_EXERCISE INSTRUCTIONS_: Your task is to copy each line in the listing that includes the word "جنات".

BEGIN MATERIAL SHOWN

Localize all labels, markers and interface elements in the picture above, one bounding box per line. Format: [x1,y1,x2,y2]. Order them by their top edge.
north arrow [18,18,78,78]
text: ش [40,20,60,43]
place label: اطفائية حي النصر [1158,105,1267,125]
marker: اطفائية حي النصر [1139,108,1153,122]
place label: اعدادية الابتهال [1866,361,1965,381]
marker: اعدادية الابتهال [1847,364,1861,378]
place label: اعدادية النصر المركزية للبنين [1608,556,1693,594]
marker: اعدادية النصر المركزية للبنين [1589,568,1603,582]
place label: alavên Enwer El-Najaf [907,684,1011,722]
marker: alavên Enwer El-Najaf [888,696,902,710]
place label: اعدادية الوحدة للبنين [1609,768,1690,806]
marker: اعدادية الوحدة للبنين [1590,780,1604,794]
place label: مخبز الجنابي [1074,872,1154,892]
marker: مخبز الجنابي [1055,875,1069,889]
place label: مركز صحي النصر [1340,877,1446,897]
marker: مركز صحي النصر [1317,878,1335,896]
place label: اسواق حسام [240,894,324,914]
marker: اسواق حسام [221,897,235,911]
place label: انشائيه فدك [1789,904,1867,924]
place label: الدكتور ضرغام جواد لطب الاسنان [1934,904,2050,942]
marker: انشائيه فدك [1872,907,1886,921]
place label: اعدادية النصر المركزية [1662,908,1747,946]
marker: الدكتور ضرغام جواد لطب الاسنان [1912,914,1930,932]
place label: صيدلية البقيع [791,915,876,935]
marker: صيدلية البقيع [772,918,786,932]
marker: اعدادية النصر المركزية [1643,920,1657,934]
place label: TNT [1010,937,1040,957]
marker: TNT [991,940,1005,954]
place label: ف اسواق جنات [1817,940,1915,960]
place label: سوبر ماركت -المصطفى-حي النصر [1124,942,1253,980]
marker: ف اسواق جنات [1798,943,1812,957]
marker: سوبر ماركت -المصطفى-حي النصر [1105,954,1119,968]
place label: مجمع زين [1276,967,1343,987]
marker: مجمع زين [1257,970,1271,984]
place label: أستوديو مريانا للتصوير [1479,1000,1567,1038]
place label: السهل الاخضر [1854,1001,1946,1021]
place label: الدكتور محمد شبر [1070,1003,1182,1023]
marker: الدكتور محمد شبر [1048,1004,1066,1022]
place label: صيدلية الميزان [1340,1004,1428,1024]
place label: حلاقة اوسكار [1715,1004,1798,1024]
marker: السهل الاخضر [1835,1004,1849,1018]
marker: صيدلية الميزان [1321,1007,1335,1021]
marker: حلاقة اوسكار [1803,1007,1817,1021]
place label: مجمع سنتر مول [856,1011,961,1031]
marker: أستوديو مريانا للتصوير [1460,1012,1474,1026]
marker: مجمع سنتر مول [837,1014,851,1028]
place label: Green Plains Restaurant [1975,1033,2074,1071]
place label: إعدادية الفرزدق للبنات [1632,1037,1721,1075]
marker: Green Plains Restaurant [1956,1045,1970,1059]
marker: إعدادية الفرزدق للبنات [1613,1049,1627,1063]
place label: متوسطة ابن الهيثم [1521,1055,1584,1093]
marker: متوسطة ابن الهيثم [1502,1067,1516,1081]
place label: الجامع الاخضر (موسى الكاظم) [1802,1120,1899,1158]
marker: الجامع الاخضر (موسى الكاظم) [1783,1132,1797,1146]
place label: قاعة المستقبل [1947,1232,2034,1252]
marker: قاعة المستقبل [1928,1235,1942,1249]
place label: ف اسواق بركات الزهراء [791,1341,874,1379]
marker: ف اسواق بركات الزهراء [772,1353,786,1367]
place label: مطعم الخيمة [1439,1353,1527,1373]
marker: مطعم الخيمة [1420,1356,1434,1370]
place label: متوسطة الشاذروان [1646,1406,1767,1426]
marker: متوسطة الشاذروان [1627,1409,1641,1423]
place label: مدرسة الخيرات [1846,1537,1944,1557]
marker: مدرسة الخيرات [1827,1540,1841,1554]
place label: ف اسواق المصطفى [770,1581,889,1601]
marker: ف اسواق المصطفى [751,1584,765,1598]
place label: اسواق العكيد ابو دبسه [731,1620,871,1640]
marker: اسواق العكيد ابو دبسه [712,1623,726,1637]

END MATERIAL SHOWN

_ANSWER TO THIS TASK_:
place label: ف اسواق جنات [1817,940,1915,960]
marker: ف اسواق جنات [1798,943,1812,957]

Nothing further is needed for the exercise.